I’d not actually heard of this place before today. When I found another player’s frozen corpse I used to scoop them up and return them to the player, with a commiseratory note. Even though every player character in Eve is a functionally immortal series of clones in-story, it seemed tacky and callous to just leave them floating in space. This is a much better idea though. Originally it was a space where bodies were placed in containers after other players found them floating in space after duels, ambushes, and sometimes Eve’s mega-battles. They even kept a catalogue of names and dates.
As CCP detailed, the player behind it, Azia Burgi, previously had to move the entire project from its original site in 2008, when a change in the game’s design meant that its “graves” (cargo containers) could no longer be anchored there for long periods. CCP also wrote a fun news article about it at the time, and indicated what big project it was to move the over 500 graves.
A new corporation and starbase tower was built by player Davien Kaahtt, and the work of interment continued ever since. The new site was repeatedly attacked by predictable, boring people over the years, but was rebuilt every time. It’s since become more than just a quirky body storage spot. Eve has been going since 2003, longer than some of us have been alive, and of course some of its players have passed on during that time. Their friends and relatives have sometimes taken to placing memorials at the site.
Since another update by CCP, player-owned stations like the one holding the site together have been on their way out. They now become ‘abandoned’ if left unsupported for too long, and thus vulnerable to looting and destruction. Some players made obscene profits by taking advantage of this, and rather than let the cemetery be looted or vanish entirely, CCP stepped in to make it a permanent fixture.

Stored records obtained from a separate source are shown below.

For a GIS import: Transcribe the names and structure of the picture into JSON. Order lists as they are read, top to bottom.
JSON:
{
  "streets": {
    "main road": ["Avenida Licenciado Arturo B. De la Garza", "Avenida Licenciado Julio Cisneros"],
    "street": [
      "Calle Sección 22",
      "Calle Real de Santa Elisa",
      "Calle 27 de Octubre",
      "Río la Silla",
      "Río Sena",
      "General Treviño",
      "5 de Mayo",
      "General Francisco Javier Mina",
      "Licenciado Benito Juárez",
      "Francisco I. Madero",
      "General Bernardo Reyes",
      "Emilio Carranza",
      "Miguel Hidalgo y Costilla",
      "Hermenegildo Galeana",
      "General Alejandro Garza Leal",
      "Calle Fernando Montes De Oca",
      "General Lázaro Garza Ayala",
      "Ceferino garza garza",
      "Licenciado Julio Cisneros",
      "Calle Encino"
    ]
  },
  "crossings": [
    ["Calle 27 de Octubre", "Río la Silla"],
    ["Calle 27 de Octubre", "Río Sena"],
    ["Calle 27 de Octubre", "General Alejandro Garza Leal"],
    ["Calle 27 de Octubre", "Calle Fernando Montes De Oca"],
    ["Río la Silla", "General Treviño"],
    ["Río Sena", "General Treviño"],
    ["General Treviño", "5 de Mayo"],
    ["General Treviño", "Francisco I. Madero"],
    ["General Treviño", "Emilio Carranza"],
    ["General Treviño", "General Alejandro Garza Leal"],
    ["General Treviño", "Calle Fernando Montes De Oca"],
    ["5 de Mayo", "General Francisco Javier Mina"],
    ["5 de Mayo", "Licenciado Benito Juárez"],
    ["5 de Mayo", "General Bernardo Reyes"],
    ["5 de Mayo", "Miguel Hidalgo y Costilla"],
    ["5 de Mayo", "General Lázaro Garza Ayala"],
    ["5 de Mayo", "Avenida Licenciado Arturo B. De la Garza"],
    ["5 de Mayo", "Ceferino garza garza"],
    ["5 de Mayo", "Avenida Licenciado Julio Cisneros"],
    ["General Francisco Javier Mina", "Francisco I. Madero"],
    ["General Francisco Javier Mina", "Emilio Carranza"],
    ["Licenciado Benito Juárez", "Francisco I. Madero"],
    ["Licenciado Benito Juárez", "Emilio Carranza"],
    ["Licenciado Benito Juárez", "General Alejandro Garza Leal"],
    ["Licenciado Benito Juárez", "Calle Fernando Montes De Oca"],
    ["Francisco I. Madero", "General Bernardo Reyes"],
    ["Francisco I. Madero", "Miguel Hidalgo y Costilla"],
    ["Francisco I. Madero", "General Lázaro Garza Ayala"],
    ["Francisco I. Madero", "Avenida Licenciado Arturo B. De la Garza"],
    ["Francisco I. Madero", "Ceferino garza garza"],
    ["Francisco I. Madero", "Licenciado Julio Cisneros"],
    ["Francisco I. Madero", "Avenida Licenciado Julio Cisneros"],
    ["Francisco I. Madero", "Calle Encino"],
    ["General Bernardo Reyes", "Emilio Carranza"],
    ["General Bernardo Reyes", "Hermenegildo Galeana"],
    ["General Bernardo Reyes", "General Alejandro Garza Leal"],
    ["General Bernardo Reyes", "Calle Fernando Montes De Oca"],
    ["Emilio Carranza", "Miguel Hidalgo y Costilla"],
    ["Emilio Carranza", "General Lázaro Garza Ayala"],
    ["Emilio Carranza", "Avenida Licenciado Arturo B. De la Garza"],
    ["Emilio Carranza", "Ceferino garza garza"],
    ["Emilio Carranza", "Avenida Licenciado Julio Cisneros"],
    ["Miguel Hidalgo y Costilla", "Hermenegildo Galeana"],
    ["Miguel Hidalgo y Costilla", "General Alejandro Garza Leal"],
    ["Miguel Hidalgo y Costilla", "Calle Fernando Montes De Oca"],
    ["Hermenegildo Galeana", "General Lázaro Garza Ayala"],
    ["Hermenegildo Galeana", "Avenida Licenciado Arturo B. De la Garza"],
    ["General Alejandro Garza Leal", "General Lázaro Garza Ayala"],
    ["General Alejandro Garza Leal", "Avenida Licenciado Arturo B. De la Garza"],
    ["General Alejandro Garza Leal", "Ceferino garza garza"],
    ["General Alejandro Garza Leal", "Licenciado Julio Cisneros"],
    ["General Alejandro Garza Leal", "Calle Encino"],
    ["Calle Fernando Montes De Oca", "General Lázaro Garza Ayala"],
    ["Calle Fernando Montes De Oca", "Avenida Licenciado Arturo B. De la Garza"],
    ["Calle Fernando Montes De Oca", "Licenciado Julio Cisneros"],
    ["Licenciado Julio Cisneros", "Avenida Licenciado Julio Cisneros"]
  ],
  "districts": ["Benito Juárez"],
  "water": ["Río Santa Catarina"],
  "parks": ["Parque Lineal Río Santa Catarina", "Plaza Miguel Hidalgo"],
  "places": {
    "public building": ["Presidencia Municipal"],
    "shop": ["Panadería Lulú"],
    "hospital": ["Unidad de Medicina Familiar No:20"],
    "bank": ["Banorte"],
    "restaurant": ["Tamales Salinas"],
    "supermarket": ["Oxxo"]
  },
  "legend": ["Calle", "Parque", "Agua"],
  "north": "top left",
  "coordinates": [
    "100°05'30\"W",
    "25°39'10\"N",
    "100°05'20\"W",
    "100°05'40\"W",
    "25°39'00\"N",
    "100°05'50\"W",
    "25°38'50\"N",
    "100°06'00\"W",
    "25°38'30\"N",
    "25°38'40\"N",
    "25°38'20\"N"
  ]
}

It might be tempting to look down on players taking a game so seriously, particularly one that isn’t exactly renowned for sentimentality. But people spend large portions of their lives playing games, and Eve can be particularly demanding of a regular player’s time. That’s inevitably time spent forging your own identity, making connections, and sharing experiences with friends. We’ve still no solution to all MMOs eventually vanishing entirely, but it’s important that players have something to remember each other by in the meantime. I’m glad CCP saw the value of this. It’s nice. Sometimes even Eve can be nice.